▶ [WHAT THE TASK ASKS]: Across all the records below, count the lines that hold "scale". State only that figure.

━━━━━━

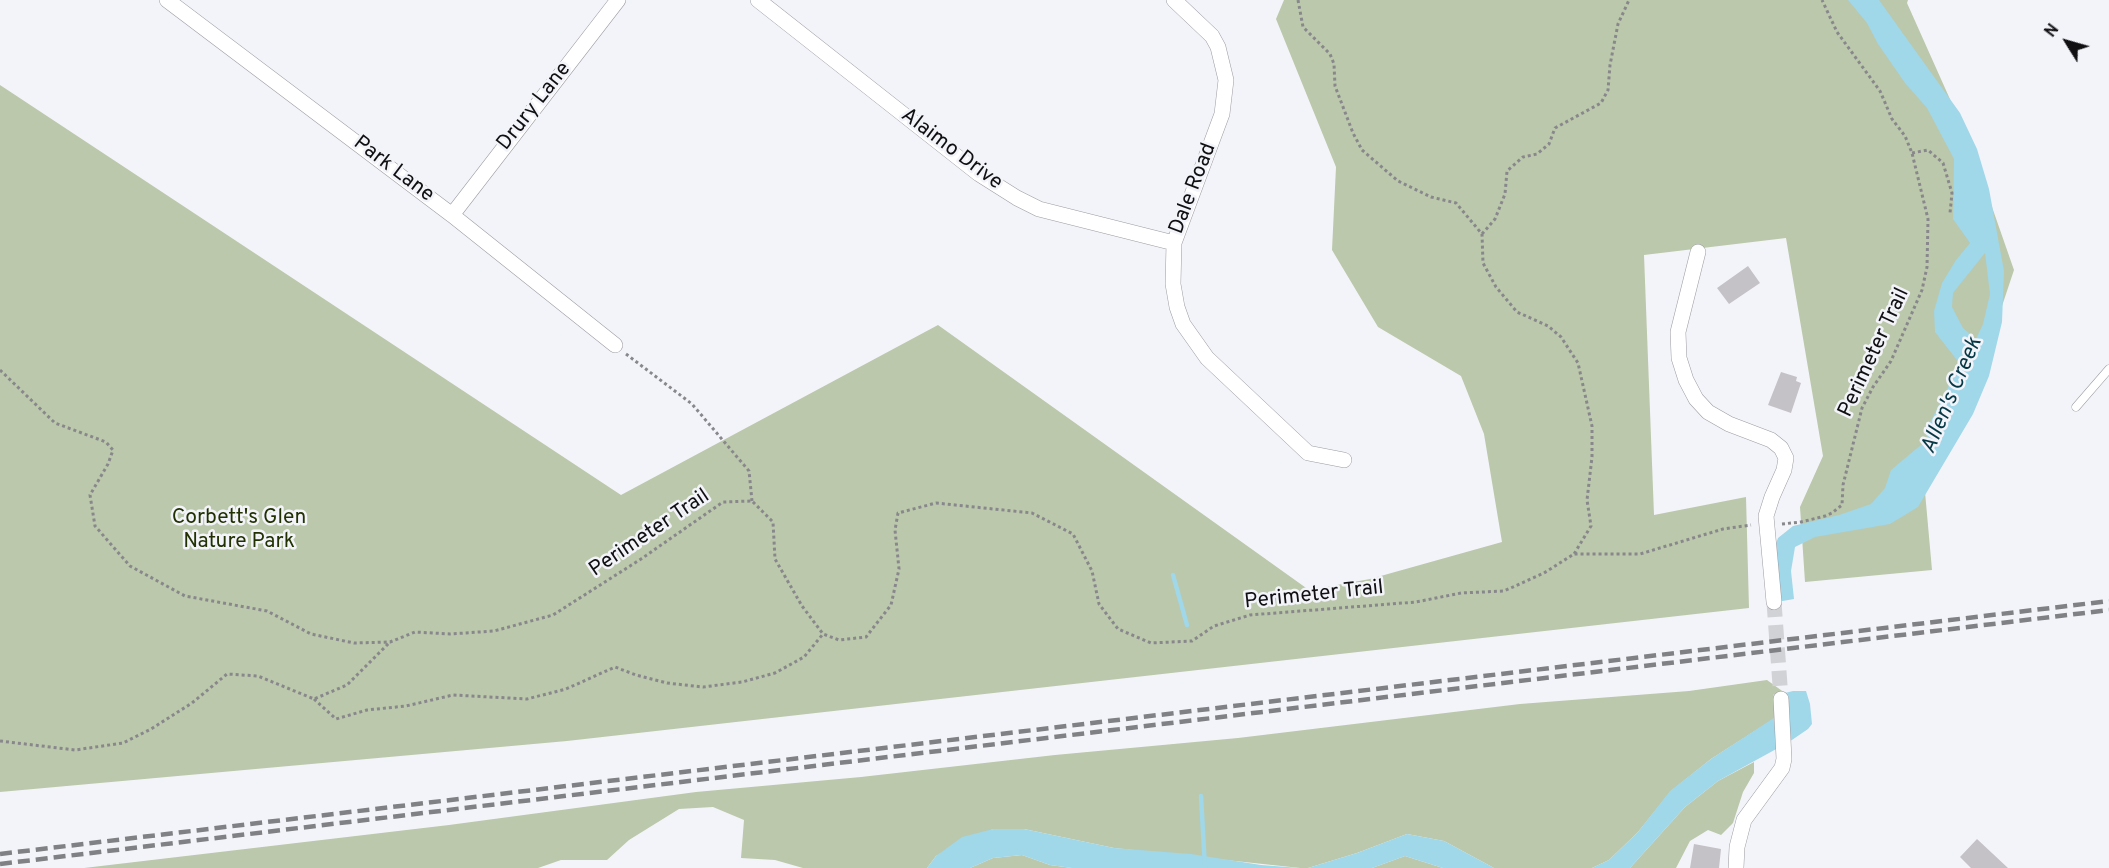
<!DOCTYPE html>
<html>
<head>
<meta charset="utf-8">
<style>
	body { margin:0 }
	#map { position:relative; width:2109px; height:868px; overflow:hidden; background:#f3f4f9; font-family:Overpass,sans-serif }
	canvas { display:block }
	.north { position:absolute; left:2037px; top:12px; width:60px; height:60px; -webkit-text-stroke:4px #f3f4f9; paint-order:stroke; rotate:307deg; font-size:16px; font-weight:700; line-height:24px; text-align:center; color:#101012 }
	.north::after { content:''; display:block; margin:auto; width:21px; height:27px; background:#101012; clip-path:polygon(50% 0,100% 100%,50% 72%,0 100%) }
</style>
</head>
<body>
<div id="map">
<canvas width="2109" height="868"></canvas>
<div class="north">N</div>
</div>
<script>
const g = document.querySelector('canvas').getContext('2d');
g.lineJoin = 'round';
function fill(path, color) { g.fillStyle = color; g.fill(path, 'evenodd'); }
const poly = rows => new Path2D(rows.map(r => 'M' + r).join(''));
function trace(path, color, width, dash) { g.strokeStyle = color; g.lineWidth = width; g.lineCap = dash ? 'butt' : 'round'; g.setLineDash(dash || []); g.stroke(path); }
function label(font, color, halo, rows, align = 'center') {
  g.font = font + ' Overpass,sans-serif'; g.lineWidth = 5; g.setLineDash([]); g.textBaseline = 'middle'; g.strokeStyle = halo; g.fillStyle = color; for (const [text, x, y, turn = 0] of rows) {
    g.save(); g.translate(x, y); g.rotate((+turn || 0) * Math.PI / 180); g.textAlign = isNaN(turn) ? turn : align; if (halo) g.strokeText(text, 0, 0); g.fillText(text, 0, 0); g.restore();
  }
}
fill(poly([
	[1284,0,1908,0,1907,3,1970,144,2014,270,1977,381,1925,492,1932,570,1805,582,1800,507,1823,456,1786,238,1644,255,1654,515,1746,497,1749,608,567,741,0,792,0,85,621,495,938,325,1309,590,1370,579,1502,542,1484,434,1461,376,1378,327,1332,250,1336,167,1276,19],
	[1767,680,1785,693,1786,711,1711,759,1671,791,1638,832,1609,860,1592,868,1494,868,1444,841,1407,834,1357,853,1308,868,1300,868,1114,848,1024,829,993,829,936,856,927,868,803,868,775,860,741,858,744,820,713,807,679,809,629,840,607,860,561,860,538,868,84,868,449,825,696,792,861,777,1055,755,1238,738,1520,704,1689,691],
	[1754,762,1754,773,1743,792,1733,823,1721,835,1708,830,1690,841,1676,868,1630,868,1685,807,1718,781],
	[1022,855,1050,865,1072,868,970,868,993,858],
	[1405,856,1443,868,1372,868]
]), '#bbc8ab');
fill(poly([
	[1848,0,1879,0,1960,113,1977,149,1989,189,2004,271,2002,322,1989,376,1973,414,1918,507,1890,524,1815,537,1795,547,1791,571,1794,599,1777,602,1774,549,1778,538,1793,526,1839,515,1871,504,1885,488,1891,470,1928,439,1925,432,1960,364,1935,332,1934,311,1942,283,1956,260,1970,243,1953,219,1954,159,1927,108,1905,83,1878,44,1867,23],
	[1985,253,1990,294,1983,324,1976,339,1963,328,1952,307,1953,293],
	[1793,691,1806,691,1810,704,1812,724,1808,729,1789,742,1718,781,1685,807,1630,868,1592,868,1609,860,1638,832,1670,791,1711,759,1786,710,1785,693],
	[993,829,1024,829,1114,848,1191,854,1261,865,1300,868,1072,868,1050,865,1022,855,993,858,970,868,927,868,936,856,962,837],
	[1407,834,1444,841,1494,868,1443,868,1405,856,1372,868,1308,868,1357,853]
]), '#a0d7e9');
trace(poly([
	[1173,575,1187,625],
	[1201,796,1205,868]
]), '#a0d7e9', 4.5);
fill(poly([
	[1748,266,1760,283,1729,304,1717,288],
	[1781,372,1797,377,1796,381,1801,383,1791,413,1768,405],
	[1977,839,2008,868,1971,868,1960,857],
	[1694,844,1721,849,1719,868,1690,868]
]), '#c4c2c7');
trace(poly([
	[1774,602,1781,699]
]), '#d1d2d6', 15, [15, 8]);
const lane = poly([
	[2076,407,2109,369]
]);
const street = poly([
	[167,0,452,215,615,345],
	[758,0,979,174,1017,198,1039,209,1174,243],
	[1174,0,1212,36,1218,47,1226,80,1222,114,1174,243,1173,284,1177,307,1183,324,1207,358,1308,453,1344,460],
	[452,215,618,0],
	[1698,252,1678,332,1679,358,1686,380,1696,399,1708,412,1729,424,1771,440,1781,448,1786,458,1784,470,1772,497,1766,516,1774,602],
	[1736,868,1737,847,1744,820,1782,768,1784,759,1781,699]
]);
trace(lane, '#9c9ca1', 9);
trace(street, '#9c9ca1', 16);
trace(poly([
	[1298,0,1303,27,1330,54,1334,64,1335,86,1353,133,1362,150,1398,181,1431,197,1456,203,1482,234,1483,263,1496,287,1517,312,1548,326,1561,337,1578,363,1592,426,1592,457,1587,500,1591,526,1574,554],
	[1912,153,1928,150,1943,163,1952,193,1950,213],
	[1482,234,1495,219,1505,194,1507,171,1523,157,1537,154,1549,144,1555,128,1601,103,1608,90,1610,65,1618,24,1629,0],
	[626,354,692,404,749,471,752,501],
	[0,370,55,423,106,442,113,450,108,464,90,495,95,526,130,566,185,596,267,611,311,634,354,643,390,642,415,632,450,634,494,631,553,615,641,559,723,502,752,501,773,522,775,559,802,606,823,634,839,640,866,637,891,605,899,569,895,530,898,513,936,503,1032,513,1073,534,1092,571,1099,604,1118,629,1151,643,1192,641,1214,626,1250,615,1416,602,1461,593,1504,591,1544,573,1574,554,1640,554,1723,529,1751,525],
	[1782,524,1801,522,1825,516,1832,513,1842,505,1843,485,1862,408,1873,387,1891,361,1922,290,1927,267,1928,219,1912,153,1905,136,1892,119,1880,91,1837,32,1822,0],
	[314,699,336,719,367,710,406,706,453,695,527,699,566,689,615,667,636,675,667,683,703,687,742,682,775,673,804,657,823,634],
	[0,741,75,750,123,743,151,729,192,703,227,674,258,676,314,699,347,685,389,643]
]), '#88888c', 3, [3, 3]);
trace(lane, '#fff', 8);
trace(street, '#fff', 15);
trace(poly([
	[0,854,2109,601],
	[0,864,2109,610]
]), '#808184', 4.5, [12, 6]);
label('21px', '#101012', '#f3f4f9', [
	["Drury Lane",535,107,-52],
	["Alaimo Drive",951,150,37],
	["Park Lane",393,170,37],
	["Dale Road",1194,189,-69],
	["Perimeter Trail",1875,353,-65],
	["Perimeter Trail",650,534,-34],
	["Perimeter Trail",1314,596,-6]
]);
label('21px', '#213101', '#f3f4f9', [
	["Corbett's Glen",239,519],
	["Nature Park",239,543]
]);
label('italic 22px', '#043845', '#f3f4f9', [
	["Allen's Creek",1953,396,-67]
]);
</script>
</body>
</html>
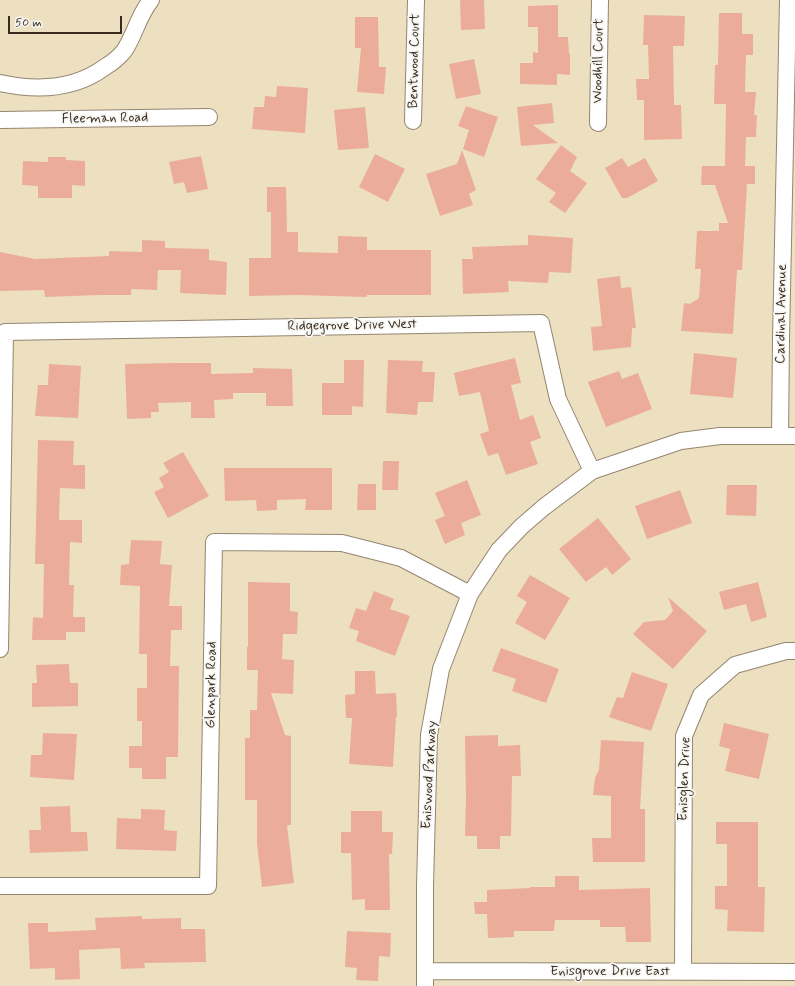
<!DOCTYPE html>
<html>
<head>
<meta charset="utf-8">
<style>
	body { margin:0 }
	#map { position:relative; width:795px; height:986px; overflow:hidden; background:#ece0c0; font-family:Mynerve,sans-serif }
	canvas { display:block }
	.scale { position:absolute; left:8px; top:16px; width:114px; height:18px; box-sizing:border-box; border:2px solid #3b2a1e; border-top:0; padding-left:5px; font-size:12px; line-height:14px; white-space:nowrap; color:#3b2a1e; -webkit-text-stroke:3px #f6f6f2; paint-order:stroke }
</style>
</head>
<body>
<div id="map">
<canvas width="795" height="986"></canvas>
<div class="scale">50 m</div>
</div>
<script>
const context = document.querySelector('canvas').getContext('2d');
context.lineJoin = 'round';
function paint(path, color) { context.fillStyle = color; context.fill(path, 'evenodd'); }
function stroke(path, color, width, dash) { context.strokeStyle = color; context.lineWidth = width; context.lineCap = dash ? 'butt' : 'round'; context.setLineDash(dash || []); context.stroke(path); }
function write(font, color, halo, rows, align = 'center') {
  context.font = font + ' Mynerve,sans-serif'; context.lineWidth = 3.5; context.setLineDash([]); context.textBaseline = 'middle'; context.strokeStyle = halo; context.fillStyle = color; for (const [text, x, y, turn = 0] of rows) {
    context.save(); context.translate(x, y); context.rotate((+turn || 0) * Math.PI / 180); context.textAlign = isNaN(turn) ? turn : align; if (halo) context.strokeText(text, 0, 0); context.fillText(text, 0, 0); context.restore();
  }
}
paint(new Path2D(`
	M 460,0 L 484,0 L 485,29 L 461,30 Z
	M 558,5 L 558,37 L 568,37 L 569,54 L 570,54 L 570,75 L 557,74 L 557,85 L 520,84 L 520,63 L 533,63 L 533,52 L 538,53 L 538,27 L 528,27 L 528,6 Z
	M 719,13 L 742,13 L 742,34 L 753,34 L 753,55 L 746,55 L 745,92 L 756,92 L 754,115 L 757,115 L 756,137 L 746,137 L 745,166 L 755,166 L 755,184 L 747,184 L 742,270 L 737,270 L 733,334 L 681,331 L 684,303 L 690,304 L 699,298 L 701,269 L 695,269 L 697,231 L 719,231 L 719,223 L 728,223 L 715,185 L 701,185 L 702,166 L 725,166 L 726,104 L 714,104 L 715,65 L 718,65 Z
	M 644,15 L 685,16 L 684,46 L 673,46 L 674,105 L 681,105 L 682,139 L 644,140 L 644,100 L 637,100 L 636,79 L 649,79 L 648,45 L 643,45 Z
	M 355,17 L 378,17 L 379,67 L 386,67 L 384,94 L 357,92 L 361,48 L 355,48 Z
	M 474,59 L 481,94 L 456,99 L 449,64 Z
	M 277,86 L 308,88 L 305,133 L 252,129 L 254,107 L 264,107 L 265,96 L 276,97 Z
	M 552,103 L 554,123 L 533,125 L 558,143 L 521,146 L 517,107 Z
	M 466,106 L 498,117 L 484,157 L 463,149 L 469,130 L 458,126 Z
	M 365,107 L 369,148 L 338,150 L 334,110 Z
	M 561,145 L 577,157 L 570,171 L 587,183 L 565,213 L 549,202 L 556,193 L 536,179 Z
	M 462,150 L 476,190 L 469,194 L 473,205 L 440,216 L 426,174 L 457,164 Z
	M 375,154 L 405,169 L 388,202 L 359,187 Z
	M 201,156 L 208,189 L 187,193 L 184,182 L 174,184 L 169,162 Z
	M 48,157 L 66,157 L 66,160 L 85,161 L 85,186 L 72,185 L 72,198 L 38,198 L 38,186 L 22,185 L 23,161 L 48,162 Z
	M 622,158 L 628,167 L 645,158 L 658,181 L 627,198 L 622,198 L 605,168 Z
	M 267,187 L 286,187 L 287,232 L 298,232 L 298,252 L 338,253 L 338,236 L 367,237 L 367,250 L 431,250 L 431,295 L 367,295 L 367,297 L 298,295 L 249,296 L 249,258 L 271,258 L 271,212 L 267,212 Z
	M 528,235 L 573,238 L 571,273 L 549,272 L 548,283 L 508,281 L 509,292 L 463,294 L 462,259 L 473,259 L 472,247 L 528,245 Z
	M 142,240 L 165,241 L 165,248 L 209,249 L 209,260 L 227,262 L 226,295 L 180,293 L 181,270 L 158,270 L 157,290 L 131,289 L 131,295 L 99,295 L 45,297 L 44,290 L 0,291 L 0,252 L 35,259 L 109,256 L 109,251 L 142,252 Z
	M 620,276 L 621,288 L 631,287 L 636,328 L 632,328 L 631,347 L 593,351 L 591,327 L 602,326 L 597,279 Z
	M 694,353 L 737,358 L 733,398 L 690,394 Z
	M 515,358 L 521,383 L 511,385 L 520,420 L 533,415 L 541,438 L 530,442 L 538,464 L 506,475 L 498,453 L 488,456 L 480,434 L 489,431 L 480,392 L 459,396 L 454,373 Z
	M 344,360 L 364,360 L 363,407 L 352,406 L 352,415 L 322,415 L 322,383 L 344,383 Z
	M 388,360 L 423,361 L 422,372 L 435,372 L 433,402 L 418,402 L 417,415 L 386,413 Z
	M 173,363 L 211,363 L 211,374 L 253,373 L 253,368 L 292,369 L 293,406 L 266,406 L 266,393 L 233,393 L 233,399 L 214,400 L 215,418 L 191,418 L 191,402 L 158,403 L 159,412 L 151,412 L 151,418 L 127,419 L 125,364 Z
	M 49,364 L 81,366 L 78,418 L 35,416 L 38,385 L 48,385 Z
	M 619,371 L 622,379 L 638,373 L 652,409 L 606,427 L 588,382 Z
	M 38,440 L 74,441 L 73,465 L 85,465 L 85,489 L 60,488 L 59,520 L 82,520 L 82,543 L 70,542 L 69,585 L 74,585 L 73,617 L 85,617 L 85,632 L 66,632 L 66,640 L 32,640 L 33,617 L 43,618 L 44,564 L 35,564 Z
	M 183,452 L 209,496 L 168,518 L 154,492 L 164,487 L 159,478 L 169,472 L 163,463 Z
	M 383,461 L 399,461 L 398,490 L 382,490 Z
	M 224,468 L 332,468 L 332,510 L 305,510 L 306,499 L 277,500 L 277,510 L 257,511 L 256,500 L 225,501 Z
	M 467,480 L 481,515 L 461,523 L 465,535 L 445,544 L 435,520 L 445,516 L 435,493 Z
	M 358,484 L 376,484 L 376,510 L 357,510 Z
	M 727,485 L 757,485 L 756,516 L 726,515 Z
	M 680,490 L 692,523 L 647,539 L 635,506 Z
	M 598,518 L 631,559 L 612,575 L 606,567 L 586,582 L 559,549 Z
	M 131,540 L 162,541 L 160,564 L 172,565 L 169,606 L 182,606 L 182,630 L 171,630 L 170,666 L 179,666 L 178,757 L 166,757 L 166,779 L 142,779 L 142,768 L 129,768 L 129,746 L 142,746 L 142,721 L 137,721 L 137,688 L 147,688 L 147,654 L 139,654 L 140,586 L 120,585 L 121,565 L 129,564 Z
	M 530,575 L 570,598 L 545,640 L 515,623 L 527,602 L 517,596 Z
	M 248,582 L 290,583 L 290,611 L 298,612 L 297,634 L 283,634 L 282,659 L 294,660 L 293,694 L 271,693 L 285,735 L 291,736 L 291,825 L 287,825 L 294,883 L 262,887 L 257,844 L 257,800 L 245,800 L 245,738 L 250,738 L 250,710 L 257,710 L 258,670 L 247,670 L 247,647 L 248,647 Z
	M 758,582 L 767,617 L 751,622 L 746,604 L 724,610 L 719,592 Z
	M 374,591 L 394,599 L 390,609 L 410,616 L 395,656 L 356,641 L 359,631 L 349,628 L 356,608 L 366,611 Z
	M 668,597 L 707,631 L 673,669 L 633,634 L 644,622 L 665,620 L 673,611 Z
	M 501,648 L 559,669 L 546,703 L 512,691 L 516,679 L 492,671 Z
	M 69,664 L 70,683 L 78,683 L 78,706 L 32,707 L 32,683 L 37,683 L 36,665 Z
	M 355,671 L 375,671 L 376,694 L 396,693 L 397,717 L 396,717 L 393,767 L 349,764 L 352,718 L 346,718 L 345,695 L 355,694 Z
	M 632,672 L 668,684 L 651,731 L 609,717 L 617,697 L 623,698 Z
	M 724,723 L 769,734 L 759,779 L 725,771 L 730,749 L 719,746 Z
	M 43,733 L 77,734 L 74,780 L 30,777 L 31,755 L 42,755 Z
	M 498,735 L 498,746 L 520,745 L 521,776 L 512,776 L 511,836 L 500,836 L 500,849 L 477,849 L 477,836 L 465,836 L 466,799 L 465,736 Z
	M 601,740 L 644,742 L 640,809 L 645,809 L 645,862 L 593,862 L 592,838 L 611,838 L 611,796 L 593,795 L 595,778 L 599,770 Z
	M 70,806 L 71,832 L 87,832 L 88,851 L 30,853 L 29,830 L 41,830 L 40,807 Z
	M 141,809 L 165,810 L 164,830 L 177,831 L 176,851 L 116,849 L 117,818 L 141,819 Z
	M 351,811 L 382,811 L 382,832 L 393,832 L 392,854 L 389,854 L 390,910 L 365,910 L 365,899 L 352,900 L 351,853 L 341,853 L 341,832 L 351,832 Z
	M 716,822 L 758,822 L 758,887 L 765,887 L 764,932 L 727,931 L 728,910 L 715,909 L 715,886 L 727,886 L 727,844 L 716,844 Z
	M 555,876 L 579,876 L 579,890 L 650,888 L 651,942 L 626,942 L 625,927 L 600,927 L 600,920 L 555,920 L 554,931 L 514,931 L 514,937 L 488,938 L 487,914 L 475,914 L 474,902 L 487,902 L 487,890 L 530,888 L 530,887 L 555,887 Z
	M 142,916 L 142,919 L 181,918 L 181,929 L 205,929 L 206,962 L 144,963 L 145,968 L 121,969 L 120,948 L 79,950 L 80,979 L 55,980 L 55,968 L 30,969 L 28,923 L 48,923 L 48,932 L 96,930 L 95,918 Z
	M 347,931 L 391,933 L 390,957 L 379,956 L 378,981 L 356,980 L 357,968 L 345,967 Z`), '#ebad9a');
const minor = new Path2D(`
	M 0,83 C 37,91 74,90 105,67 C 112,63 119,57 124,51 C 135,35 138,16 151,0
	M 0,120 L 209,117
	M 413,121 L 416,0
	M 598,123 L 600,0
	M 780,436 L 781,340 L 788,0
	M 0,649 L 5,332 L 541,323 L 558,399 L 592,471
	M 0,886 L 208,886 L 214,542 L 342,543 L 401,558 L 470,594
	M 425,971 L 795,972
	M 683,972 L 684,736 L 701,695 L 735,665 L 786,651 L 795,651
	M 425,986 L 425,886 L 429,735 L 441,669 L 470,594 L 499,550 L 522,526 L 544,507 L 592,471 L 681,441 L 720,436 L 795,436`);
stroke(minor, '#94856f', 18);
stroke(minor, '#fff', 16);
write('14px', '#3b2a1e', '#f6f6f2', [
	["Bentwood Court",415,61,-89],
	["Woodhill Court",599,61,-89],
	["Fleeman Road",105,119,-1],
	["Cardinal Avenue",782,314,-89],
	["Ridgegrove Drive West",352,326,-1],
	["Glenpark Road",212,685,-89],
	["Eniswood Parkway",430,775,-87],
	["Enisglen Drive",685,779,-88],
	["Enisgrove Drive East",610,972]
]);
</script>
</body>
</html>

━━━━━━

▶ [SOLUTION FOR THIS TASK]: 2